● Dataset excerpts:
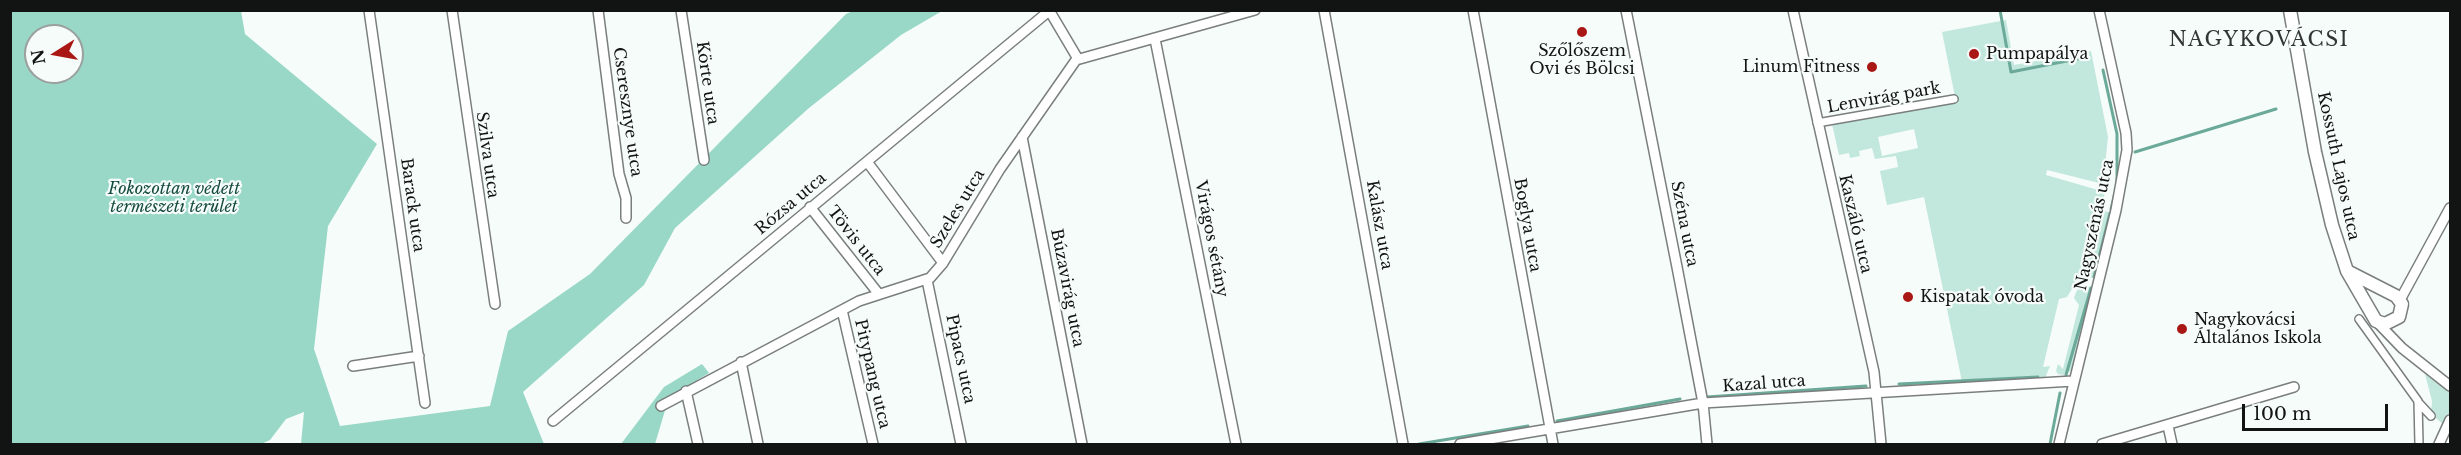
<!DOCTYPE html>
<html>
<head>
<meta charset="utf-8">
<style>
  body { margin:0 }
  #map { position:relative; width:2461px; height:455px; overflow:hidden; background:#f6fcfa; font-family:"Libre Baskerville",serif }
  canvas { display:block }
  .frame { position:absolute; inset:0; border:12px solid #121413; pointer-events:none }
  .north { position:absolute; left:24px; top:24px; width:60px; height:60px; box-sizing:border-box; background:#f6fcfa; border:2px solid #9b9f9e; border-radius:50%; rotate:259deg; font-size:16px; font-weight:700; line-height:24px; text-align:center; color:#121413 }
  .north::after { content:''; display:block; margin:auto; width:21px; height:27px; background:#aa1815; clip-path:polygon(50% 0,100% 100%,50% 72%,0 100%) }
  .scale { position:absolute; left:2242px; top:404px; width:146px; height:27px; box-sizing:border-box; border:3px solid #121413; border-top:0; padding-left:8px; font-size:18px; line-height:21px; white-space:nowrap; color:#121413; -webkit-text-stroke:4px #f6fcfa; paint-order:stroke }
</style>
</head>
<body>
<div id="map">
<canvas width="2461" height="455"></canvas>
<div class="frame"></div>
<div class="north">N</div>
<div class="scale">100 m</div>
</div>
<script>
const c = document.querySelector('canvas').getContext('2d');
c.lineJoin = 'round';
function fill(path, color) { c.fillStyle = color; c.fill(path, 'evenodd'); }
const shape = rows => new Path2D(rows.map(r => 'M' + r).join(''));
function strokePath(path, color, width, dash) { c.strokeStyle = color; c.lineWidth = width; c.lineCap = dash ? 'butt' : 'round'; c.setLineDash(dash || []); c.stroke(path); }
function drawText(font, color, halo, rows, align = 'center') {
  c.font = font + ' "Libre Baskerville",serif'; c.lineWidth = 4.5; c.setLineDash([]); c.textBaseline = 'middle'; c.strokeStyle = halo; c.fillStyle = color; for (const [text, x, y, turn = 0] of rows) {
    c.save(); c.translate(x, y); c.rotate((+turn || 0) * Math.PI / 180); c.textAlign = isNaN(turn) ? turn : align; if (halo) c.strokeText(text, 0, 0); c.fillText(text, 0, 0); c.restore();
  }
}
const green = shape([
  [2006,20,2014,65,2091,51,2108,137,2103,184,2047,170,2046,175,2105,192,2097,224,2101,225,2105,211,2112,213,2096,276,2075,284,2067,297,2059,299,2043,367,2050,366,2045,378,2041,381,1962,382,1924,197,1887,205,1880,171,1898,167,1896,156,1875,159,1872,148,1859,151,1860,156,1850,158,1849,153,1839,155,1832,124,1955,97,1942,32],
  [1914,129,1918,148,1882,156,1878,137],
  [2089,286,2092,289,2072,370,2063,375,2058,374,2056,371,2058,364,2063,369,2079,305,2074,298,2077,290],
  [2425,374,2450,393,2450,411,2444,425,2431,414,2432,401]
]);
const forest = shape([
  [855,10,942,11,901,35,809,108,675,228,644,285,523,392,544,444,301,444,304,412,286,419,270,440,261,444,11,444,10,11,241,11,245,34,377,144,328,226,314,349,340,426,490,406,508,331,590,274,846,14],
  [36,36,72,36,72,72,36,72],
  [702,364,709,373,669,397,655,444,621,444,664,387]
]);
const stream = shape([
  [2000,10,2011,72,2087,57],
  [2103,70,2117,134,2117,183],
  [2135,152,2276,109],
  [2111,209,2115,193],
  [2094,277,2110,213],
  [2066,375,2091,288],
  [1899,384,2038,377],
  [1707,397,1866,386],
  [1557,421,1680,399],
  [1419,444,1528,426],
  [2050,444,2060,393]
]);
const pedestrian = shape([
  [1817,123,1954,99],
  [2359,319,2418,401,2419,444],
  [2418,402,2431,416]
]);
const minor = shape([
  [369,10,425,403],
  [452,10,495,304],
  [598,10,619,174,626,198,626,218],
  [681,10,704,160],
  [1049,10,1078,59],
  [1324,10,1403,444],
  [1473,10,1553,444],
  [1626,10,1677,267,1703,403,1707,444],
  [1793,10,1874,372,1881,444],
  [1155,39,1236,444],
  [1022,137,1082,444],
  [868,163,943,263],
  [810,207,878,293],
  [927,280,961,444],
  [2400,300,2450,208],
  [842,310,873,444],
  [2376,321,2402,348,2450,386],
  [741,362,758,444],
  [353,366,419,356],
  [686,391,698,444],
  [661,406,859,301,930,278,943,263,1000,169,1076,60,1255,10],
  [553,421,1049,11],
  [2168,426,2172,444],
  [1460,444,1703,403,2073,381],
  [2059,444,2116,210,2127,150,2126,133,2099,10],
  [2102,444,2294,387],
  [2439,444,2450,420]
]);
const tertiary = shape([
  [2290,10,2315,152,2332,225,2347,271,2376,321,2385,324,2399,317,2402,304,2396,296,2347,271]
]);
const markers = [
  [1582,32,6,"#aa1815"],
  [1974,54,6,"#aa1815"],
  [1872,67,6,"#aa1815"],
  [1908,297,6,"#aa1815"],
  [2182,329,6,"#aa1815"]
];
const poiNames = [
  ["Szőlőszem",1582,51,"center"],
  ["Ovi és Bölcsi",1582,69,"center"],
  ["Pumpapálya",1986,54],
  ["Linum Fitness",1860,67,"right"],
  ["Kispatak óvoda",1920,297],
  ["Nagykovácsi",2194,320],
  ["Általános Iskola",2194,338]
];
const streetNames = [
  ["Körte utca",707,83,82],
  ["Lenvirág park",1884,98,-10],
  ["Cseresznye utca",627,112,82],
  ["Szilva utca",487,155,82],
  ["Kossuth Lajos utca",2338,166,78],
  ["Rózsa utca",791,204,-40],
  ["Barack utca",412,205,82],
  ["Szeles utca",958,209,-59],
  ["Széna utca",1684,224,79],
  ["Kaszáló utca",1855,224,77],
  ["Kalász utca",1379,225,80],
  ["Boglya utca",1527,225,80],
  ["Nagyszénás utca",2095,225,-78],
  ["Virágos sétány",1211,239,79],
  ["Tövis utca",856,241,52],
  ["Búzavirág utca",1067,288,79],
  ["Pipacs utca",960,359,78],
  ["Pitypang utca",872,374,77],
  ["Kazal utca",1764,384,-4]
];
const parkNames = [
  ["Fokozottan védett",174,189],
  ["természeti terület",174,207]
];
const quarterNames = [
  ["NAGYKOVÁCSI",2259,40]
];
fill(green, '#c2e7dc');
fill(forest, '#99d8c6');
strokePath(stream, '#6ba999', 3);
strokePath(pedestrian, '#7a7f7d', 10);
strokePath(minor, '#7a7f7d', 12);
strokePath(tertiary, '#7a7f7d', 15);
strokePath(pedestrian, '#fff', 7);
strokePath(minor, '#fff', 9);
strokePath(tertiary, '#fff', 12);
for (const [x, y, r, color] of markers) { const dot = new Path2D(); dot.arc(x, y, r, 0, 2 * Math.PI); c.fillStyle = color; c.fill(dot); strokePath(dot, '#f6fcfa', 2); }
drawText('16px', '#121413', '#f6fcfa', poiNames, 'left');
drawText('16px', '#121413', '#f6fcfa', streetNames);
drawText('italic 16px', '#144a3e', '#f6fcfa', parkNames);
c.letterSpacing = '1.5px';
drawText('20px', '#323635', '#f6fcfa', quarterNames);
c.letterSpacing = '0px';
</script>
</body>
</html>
==
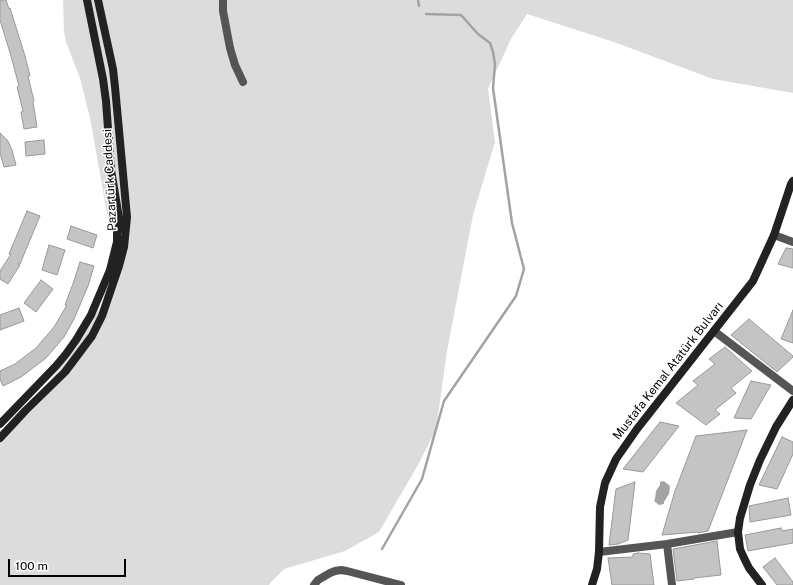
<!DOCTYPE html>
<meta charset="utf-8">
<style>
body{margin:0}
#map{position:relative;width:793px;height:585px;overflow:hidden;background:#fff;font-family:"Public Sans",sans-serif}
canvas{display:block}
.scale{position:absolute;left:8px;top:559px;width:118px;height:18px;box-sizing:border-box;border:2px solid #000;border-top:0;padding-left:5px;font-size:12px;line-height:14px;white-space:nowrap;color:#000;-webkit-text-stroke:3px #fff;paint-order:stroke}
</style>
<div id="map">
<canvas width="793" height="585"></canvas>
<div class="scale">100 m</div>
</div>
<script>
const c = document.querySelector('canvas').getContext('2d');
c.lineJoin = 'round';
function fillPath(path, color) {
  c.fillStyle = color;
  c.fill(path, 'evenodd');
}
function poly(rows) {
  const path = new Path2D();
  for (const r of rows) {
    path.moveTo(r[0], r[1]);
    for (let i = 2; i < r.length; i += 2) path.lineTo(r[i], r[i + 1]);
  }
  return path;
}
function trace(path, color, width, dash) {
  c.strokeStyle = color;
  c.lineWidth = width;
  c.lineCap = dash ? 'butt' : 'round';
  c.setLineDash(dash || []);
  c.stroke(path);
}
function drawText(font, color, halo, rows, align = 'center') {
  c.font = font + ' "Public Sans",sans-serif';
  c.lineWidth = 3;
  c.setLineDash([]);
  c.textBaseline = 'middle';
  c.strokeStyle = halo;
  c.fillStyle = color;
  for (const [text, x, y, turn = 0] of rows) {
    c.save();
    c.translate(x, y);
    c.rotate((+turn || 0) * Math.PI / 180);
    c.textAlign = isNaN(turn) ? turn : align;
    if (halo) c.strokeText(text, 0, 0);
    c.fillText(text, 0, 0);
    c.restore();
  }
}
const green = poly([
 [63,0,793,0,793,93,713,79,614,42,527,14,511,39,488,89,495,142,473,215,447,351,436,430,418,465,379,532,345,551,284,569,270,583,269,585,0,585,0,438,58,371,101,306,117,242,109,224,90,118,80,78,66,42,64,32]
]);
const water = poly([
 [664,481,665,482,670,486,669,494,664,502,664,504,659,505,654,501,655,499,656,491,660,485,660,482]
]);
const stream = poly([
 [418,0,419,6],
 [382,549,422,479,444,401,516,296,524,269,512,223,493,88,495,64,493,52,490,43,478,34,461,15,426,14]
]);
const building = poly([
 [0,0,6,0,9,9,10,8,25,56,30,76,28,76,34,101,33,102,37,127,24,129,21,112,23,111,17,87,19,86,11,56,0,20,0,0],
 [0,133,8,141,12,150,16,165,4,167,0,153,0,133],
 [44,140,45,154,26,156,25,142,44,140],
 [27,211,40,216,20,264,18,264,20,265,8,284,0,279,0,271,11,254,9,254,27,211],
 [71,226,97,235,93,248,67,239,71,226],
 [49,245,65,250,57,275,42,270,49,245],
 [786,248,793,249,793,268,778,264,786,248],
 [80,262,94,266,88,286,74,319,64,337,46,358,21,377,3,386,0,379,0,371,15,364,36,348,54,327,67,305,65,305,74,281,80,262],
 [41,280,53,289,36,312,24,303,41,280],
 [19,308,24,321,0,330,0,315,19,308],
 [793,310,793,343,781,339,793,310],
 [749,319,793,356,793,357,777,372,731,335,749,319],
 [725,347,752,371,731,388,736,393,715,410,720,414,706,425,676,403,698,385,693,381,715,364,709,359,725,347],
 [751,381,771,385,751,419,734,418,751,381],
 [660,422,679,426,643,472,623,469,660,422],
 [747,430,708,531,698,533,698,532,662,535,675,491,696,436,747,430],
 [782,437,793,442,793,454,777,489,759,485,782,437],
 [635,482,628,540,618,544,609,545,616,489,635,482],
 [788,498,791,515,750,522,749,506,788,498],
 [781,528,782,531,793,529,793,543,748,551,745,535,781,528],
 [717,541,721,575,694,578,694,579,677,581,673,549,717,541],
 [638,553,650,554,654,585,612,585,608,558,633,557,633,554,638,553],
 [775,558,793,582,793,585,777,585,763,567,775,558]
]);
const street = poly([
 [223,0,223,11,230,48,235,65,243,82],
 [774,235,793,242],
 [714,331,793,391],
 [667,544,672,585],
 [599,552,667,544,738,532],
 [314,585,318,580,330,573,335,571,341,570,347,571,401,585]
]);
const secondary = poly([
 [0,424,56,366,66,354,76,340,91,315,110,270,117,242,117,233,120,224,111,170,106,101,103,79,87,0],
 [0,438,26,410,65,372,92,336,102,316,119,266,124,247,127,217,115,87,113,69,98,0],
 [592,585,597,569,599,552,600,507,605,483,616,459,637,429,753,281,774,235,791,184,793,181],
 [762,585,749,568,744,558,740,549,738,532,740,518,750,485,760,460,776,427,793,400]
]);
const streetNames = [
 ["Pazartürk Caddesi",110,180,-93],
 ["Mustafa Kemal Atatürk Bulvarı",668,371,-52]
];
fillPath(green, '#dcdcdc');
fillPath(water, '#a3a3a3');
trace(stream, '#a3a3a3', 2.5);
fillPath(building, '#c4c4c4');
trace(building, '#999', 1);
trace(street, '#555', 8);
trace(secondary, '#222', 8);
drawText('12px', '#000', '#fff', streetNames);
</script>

● EXERCISE GOAL:
Each line in the records that carries "html" must be copied out.

● SOLUTION FOR THIS PROBLEM:
<!DOCTYPE html>
<html>
</html>
<!DOCTYPE html>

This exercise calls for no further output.